Brief: Keeping every character as it is, transcribe the entries below.

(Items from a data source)
-------------------------

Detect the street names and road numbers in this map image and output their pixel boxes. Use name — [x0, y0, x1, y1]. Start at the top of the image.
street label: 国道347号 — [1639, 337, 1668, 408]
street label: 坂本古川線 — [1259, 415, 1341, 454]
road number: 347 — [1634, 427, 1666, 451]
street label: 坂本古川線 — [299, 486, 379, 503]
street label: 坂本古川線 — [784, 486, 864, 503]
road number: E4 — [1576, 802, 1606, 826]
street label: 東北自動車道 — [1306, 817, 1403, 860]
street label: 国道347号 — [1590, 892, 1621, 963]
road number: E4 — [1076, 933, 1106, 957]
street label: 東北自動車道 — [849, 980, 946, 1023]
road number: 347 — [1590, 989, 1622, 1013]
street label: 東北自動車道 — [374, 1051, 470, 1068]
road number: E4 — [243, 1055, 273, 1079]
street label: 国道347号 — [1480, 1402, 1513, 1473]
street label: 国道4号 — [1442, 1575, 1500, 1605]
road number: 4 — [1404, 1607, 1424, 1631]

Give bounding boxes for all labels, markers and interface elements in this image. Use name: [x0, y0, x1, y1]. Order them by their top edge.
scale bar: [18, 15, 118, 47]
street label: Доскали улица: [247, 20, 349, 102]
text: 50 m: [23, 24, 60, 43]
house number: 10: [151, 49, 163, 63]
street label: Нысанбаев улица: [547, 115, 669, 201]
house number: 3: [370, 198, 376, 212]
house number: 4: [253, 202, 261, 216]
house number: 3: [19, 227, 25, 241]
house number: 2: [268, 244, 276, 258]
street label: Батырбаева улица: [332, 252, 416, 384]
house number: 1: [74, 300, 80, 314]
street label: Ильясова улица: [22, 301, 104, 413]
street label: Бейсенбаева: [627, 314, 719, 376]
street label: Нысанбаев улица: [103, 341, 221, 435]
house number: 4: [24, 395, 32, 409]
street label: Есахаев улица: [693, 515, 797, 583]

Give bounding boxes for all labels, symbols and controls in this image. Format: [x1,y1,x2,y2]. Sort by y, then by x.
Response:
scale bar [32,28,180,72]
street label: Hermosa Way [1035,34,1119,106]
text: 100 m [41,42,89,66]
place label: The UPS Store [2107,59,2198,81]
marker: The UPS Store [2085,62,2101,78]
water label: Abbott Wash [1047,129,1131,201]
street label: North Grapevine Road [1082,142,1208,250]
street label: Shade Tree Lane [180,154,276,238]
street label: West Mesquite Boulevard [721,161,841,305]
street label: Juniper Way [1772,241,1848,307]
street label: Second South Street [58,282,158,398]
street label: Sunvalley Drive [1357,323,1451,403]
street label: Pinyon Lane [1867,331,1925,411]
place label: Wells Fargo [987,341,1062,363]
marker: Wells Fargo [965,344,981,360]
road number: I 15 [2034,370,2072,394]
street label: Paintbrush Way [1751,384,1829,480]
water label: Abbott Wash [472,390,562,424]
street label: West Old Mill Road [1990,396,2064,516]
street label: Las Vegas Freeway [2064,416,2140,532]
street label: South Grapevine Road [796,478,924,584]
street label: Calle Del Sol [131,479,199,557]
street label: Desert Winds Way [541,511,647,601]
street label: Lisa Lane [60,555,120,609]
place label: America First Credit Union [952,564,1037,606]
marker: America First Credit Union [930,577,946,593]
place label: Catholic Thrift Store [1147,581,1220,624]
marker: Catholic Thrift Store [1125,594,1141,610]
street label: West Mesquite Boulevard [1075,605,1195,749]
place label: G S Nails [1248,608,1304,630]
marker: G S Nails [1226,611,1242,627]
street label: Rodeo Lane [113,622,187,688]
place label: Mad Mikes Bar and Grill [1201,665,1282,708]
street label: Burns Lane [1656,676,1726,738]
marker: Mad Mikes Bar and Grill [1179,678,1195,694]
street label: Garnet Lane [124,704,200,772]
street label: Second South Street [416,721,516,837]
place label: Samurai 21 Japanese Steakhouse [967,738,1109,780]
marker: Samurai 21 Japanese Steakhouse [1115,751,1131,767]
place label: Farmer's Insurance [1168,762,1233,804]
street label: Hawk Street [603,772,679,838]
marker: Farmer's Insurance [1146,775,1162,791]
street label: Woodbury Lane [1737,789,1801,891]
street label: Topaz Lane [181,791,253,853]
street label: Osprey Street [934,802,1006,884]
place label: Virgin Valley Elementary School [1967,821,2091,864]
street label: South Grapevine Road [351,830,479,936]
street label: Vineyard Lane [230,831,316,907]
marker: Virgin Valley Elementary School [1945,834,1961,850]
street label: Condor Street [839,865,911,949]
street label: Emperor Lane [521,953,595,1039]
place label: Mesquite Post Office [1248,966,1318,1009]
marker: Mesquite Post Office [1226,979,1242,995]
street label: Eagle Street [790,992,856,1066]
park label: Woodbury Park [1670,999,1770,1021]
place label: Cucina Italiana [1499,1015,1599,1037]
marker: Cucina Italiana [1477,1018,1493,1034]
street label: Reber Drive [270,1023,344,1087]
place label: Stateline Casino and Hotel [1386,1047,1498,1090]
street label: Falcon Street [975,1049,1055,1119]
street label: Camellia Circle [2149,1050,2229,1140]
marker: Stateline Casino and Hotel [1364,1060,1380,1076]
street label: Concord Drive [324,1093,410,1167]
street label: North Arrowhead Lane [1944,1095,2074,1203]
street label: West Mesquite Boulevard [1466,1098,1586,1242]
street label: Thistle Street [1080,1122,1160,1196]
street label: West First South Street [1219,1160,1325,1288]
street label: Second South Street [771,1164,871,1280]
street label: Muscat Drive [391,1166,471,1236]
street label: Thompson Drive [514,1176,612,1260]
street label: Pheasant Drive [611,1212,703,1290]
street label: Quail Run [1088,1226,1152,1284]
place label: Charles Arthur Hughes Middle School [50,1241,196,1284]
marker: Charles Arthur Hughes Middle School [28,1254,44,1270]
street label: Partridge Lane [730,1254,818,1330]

-------------------------

Exercise response:
Detect the street names and road numbers in this map image and output their pixel boxes. Use name — [x0, y0, x1, y1]. Start at the top of the image.
street label: 国道347号 — [1639, 337, 1668, 408]
street label: 坂本古川線 — [1259, 415, 1341, 454]
road number: 347 — [1634, 427, 1666, 451]
street label: 坂本古川線 — [299, 486, 379, 503]
street label: 坂本古川線 — [784, 486, 864, 503]
road number: E4 — [1576, 802, 1606, 826]
street label: 東北自動車道 — [1306, 817, 1403, 860]
street label: 国道347号 — [1590, 892, 1621, 963]
road number: E4 — [1076, 933, 1106, 957]
street label: 東北自動車道 — [849, 980, 946, 1023]
road number: 347 — [1590, 989, 1622, 1013]
street label: 東北自動車道 — [374, 1051, 470, 1068]
road number: E4 — [243, 1055, 273, 1079]
street label: 国道347号 — [1480, 1402, 1513, 1473]
street label: 国道4号 — [1442, 1575, 1500, 1605]
road number: 4 — [1404, 1607, 1424, 1631]

Give bounding boxes for all labels, markers and interface elements in this image. Use name: [x0, y0, x1, y1]. Order them by their top edge.
scale bar: [18, 15, 118, 47]
street label: Доскали улица: [247, 20, 349, 102]
text: 50 m: [23, 24, 60, 43]
house number: 10: [151, 49, 163, 63]
street label: Нысанбаев улица: [547, 115, 669, 201]
house number: 3: [370, 198, 376, 212]
house number: 4: [253, 202, 261, 216]
house number: 3: [19, 227, 25, 241]
house number: 2: [268, 244, 276, 258]
street label: Батырбаева улица: [332, 252, 416, 384]
house number: 1: [74, 300, 80, 314]
street label: Ильясова улица: [22, 301, 104, 413]
street label: Бейсенбаева: [627, 314, 719, 376]
street label: Нысанбаев улица: [103, 341, 221, 435]
house number: 4: [24, 395, 32, 409]
street label: Есахаев улица: [693, 515, 797, 583]

Give bounding boxes for all labels, symbols and controls in this image. Format: [x1,y1,x2,y2]. Sort by y, then by x.
Response:
scale bar [32,28,180,72]
street label: Hermosa Way [1035,34,1119,106]
text: 100 m [41,42,89,66]
place label: The UPS Store [2107,59,2198,81]
marker: The UPS Store [2085,62,2101,78]
water label: Abbott Wash [1047,129,1131,201]
street label: North Grapevine Road [1082,142,1208,250]
street label: Shade Tree Lane [180,154,276,238]
street label: West Mesquite Boulevard [721,161,841,305]
street label: Juniper Way [1772,241,1848,307]
street label: Second South Street [58,282,158,398]
street label: Sunvalley Drive [1357,323,1451,403]
street label: Pinyon Lane [1867,331,1925,411]
place label: Wells Fargo [987,341,1062,363]
marker: Wells Fargo [965,344,981,360]
road number: I 15 [2034,370,2072,394]
street label: Paintbrush Way [1751,384,1829,480]
water label: Abbott Wash [472,390,562,424]
street label: West Old Mill Road [1990,396,2064,516]
street label: Las Vegas Freeway [2064,416,2140,532]
street label: South Grapevine Road [796,478,924,584]
street label: Calle Del Sol [131,479,199,557]
street label: Desert Winds Way [541,511,647,601]
street label: Lisa Lane [60,555,120,609]
place label: America First Credit Union [952,564,1037,606]
marker: America First Credit Union [930,577,946,593]
place label: Catholic Thrift Store [1147,581,1220,624]
marker: Catholic Thrift Store [1125,594,1141,610]
street label: West Mesquite Boulevard [1075,605,1195,749]
place label: G S Nails [1248,608,1304,630]
marker: G S Nails [1226,611,1242,627]
street label: Rodeo Lane [113,622,187,688]
place label: Mad Mikes Bar and Grill [1201,665,1282,708]
street label: Burns Lane [1656,676,1726,738]
marker: Mad Mikes Bar and Grill [1179,678,1195,694]
street label: Garnet Lane [124,704,200,772]
street label: Second South Street [416,721,516,837]
place label: Samurai 21 Japanese Steakhouse [967,738,1109,780]
marker: Samurai 21 Japanese Steakhouse [1115,751,1131,767]
place label: Farmer's Insurance [1168,762,1233,804]
street label: Hawk Street [603,772,679,838]
marker: Farmer's Insurance [1146,775,1162,791]
street label: Woodbury Lane [1737,789,1801,891]
street label: Topaz Lane [181,791,253,853]
street label: Osprey Street [934,802,1006,884]
place label: Virgin Valley Elementary School [1967,821,2091,864]
street label: South Grapevine Road [351,830,479,936]
street label: Vineyard Lane [230,831,316,907]
marker: Virgin Valley Elementary School [1945,834,1961,850]
street label: Condor Street [839,865,911,949]
street label: Emperor Lane [521,953,595,1039]
place label: Mesquite Post Office [1248,966,1318,1009]
marker: Mesquite Post Office [1226,979,1242,995]
street label: Eagle Street [790,992,856,1066]
park label: Woodbury Park [1670,999,1770,1021]
place label: Cucina Italiana [1499,1015,1599,1037]
marker: Cucina Italiana [1477,1018,1493,1034]
street label: Reber Drive [270,1023,344,1087]
place label: Stateline Casino and Hotel [1386,1047,1498,1090]
street label: Falcon Street [975,1049,1055,1119]
street label: Camellia Circle [2149,1050,2229,1140]
marker: Stateline Casino and Hotel [1364,1060,1380,1076]
street label: Concord Drive [324,1093,410,1167]
street label: North Arrowhead Lane [1944,1095,2074,1203]
street label: West Mesquite Boulevard [1466,1098,1586,1242]
street label: Thistle Street [1080,1122,1160,1196]
street label: West First South Street [1219,1160,1325,1288]
street label: Second South Street [771,1164,871,1280]
street label: Muscat Drive [391,1166,471,1236]
street label: Thompson Drive [514,1176,612,1260]
street label: Pheasant Drive [611,1212,703,1290]
street label: Quail Run [1088,1226,1152,1284]
place label: Charles Arthur Hughes Middle School [50,1241,196,1284]
marker: Charles Arthur Hughes Middle School [28,1254,44,1270]
street label: Partridge Lane [730,1254,818,1330]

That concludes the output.